Multiple nodes to serve a single Deepseek instance (not DP with multiple replicas)

Good for MoE models like Deepseek V3/R1
In most systems, latency and throughput are often conflicting goals. Examples:
- dense models: batch size++ means throughput++ and latency++
- TP in a node: reduce compute per GPU → latency–; decreases # replicas → throughput–
MoE models can achieve both higher throughput and lower latency when utilizing more GPUs in multi-node deployments

Latency ↔ user experience

Throughput ↔ your cost

It’s almost necessary to do disaggregated prefill on Deepseek models.

P and D can have very different setups
P and D are implemented in different code paths

We only consider D here

D is memory-bound workload, so the most important factor is batch size. P and D length doesn’t really matter

2. Baseline: single-node deployment

Hardware: 8xH200

Load balancer: distribute requests to DP groups (model replicas) using gRPC
- not like nginx that supports 1M qps
- reasonable LLM inference qps is <1k
Each DP group maintains its own attention KV cache
GPUs are connected via NVLink → communication is fast
All DP ranks share the same experts

Can Deepseek fit into a single node (8xH200)?
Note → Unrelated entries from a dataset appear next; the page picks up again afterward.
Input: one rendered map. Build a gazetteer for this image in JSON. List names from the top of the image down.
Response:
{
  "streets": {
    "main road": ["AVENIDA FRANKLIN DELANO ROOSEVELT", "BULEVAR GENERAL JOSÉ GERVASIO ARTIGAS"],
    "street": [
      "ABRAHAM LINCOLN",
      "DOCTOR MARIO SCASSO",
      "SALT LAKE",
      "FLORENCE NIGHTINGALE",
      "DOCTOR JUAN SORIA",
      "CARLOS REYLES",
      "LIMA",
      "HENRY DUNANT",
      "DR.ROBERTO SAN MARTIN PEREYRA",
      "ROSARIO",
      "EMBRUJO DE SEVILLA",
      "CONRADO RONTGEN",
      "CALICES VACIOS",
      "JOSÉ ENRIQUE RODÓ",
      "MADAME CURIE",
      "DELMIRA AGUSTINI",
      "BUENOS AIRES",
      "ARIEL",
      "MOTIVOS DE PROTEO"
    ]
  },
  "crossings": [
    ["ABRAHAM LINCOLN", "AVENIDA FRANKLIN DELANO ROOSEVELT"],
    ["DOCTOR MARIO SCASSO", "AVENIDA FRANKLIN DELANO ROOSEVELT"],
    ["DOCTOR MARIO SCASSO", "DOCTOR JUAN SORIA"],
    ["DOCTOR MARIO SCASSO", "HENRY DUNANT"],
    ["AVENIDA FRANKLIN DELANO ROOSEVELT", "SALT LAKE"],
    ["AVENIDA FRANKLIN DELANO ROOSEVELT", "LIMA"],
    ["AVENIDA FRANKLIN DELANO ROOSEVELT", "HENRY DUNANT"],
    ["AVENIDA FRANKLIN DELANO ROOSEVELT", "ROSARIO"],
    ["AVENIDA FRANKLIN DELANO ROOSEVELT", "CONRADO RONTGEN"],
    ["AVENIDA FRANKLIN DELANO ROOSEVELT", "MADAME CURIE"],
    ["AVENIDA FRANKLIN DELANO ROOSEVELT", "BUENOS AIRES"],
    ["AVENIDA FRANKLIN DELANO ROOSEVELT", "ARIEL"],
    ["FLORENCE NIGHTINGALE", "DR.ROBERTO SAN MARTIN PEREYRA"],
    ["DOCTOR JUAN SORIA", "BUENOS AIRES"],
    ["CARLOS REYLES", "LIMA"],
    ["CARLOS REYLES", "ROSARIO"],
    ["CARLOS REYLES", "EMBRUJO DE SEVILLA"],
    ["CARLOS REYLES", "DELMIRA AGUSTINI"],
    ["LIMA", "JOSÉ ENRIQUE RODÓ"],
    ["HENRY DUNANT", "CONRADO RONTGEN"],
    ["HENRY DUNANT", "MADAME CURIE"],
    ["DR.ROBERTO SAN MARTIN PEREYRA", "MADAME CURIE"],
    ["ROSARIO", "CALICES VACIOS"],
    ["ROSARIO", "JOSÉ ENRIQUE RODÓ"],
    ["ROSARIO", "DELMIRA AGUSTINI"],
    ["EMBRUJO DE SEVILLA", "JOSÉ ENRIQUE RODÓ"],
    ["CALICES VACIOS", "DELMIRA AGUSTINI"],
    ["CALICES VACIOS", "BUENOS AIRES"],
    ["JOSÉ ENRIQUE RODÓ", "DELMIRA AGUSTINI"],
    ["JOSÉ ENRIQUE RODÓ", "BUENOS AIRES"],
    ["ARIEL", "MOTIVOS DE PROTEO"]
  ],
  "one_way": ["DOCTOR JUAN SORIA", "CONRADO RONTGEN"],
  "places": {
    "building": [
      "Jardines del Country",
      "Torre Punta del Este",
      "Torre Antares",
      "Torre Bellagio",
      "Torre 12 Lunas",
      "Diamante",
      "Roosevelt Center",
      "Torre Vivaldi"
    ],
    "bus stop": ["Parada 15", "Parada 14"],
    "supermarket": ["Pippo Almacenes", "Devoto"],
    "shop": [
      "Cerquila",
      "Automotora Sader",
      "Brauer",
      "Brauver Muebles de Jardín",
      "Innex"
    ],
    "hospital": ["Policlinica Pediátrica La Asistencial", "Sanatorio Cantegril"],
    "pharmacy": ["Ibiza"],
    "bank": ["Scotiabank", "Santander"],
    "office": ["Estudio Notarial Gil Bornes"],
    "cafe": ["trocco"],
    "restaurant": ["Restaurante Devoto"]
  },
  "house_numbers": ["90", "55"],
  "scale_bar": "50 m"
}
DeepSeek is 671B; 1xH200 is 141GB
using EP8 DP8 TP1, model uses 100GB per H200
40GB left as KV cache per H200
one token is ~70KB KV cache. if one request is 5k tokens, each GPU can hold 100 requests
- 40GB / 70KB per token / 5k tokens per request = ~100 requests

3. Multi-node deployment

Hardware: multiple 8xH100 nodes

Attention under TP are connected via NVLink
Experts across nodes are connected via InfiniBand

4. Deepseek MoE parallelism

https://www.perplexity.ai/hub/blog/efficient-and-portable-mixture-of-experts-communication

EP (MoE part)

MLP is replaced with DeepSeekMoE (256 routed Es + 1 shared E)
Most model weights are for Es, not Attention.
So in multi-node deployment, we basically shard Es
Routed Es are distributed evenly. Example: 128 GPUs → 2 Es per GPU
The shared E is replicated
Before E compute, GPUs perform AllToAll ops to dispatch tokens
After E compute, another AllToAll to accumulate results

DP (MLA attention part)

Attention weights are replicated among DP groups
Different DP groups receive different requests
Why DP for MLA? → Cannot split into (for example) 128 parts

TP

TP for dense models

shard Linear Projections along row or column
shard Attention along the attention head

TP for DeepSeek MLA

MLA first uses kv_a_proj to compute the latent vector, then uses kv_b_proj to transform it into the space of each attention head
the latent vector is shared by all heads
- all TP ranks replicate kv_a_proj and kv_b_proj
- MLA stores the latent vector in the KV Cache. Each TP rank stores an identical copy of the KV Cache.
TP still provides partial compute reduction
TP slightly saves more memory space: some kv projection can be split
- why “slightly”: most weights are on the MoE part
EP = DP * TP

EP + DP

GPU0 is DP group1; GPU1 is DP group2
ATTNs are computed independently; Es are shared

EP + TP

ATTN part is sharded. Needs AllGather (replicated) or AllReduce (reduced) to combine results
Es are still shared

Traditional TP in Megatron-LM

MLP: A is split column-wise; B is split row-wise
Attention: split among attention heads

Blocks of Transformer with Model Parallelism. f and g are conjugate. f is an identity operator in the forward pass and all reduce in the backward pass while g is an all reduce in the forward pass and identity in the backward pass.

5. Single vs Multi-Node

setup

throughput vs latency under single-/multi-node

x-axis: user perceived generating decoding speed (tok/s)
y-axis: PER NODE throughput (tok/s) in log scale → can be converted to cost ($ per million toks)
setups: nodes = 1, 2, 4, 8, 16 (i.e., EP=8, 16, 32, 64, 128); TP = 1, 2, 4, 8; batch size = 1, 2, 4, 8, 16, 32, 64, 128
one data points ↔ one specific setup combination

pareto frontiers

points on the line: pareto frontiers for each EP setup

given the same x, it gives the best y
given the same y, it gives the best x
we only choose pareto frontiers to deploy based on our x-y tradeoff

single-node

The rightmost yellow point (max output speed)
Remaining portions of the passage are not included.